In the wake of the horrific high school shooting in Parkland, Florida on Thursday, Leftists took to their usual diatribes — they called the NRA a terrorist group, Jimmy Kimmel cried on live television (again), and mainstream news organizations touted misleading if not outright false statistics. All of the above pleaded for yet-unspecified “comprehensive” or “common sense” gun reform.
Through it all, I repeatedly asked vocally adamant gun control supporters, “What is your plan? What law would have prevented this from happening?” Many conservative leaders did the same. Still, no one on the Left seemed capable of providing a coherent answer, short of a full-on gun confiscation and/or ignorance of laws that are already in place, such as a ban on machine guns (which weren’t even used in this shooting).
Pointing this out won’t stop Lefties, obviously, but my intent with this article is not to continue debating what hasn’t, can’t, or won’t work when it comes to gun control, nor to debunk recurring arguments and statistics. That’s an important task, but for right now, I’ll leave it to the likes of Steven Crowder, Ben Shapiro, and Matt Christiansen.
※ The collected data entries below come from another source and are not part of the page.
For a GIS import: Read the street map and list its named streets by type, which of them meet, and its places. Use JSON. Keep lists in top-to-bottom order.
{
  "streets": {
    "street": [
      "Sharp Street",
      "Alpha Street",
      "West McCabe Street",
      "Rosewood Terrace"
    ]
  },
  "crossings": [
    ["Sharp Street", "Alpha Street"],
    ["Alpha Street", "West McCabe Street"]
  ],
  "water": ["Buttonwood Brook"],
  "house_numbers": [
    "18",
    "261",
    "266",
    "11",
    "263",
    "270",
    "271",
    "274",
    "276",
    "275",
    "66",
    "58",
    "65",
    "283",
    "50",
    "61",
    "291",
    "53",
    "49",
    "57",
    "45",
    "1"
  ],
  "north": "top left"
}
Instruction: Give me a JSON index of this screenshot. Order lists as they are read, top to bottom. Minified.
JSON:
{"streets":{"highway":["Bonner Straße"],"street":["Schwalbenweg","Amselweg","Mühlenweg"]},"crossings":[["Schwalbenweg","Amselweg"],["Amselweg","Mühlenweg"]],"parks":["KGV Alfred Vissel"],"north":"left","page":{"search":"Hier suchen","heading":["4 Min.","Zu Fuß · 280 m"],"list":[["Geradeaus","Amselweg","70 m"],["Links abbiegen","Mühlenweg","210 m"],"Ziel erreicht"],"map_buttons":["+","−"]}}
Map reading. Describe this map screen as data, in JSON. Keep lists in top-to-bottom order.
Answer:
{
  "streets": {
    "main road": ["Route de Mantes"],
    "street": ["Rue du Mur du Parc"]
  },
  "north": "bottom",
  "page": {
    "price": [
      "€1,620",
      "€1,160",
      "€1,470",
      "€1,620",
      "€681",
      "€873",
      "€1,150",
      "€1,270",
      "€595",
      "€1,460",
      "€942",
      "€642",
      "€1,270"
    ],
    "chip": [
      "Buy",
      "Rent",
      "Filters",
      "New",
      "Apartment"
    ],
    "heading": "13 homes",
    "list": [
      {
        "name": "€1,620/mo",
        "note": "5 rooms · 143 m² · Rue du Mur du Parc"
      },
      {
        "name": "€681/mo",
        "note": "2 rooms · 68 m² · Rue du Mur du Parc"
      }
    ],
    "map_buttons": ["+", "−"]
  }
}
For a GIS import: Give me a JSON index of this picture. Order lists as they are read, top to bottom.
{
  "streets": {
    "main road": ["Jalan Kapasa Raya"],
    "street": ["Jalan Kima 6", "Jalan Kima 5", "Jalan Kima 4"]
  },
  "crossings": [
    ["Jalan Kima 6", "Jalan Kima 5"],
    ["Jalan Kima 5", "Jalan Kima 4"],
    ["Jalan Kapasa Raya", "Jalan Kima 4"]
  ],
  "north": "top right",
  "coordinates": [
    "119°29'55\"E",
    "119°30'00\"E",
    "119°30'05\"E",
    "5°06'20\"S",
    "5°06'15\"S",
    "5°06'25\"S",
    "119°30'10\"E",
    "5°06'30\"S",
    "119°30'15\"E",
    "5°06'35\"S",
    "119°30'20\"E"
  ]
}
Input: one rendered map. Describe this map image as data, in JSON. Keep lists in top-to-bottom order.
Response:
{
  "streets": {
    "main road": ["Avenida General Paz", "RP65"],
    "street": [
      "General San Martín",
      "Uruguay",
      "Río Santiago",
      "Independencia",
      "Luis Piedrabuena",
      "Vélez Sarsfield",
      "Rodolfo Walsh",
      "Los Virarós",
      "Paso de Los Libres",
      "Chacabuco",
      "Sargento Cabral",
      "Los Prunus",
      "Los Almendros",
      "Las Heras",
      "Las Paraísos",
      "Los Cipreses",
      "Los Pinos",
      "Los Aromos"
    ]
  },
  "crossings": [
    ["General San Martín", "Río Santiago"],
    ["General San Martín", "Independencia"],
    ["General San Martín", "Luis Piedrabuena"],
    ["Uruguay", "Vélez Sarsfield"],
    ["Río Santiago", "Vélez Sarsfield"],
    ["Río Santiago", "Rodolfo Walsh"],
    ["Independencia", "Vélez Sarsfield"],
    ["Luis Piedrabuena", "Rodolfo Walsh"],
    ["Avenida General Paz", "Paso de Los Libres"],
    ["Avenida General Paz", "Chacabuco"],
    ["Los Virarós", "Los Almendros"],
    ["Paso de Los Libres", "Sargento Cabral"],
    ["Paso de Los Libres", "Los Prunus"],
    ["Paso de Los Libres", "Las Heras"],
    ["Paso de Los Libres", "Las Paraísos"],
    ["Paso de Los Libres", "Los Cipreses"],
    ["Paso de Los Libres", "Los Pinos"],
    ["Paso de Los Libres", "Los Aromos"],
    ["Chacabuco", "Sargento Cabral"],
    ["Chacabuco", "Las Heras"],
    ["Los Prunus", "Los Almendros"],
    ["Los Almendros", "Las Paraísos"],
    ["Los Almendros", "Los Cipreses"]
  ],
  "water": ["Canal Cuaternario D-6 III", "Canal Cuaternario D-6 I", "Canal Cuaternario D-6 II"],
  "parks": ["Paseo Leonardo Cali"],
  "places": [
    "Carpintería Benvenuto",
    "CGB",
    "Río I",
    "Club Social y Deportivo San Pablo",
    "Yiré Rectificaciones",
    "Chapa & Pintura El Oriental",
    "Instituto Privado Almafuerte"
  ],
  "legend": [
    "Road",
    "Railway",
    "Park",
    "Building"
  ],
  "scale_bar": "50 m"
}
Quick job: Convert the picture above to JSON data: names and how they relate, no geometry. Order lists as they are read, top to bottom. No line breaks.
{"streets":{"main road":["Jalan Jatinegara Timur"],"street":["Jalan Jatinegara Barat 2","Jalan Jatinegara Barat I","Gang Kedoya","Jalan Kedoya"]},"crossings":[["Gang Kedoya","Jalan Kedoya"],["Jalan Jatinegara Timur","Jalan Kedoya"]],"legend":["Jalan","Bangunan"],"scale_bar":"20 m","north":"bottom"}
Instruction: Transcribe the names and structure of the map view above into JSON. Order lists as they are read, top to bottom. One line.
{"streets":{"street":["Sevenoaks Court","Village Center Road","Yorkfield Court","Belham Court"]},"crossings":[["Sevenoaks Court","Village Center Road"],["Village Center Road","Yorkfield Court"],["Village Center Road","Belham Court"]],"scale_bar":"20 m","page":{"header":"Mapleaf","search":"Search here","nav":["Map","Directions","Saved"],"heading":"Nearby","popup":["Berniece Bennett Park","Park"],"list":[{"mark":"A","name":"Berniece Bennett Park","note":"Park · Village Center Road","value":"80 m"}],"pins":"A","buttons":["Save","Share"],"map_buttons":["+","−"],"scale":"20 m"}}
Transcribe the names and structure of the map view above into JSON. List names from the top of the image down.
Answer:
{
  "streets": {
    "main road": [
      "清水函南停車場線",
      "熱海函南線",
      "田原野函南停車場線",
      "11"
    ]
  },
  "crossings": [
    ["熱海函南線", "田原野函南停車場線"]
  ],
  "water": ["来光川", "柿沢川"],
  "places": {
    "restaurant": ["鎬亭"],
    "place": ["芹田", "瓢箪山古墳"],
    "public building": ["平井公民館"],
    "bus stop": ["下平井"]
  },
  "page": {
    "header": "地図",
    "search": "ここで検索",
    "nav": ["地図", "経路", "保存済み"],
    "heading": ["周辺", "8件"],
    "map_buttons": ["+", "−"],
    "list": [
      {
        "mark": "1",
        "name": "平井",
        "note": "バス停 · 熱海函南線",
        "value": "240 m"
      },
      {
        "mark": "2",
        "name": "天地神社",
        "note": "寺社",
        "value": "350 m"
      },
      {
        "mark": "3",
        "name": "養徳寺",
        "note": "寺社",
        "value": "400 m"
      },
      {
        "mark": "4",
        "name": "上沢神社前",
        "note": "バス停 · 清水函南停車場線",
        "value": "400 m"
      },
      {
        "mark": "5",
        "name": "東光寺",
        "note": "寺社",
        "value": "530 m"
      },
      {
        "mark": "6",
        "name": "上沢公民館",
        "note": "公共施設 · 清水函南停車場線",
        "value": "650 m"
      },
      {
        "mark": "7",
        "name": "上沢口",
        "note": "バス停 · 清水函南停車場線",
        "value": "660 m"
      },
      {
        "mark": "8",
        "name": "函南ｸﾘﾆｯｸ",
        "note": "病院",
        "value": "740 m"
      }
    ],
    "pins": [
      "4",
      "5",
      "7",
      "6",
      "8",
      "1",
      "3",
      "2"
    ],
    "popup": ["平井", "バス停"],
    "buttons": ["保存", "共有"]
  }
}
My goal here is to defy perhaps the most frequent accusation pointed at conservatives during any gun debate, which is that we aren’t willing to discuss how to stop this kind of thing from happening again. And I’m not talking about preaching the gospel or inspiring a deeper respect for life — I mean genuine legislation.
Here are four measures that will actually make an impact in preventing mass shootings:
1) Repeal the Gun-Free School Zones Act of 1990
According to the Crime Prevention Research Center, over 98% of mass shootings in America from 1950 to 2016 occurred in gun-free zones. It should be common sense to understand that criminals target the weak, vulnerable, and unprotected — such as groups that are guaranteed to be unarmed.
This 1990 legislation was introduced by none other than former-Vice President Joe Biden and signed into law by Bush Sr., prohibiting the presence of firearms within 1000 feet of public, private, and parochial elementary and high schools.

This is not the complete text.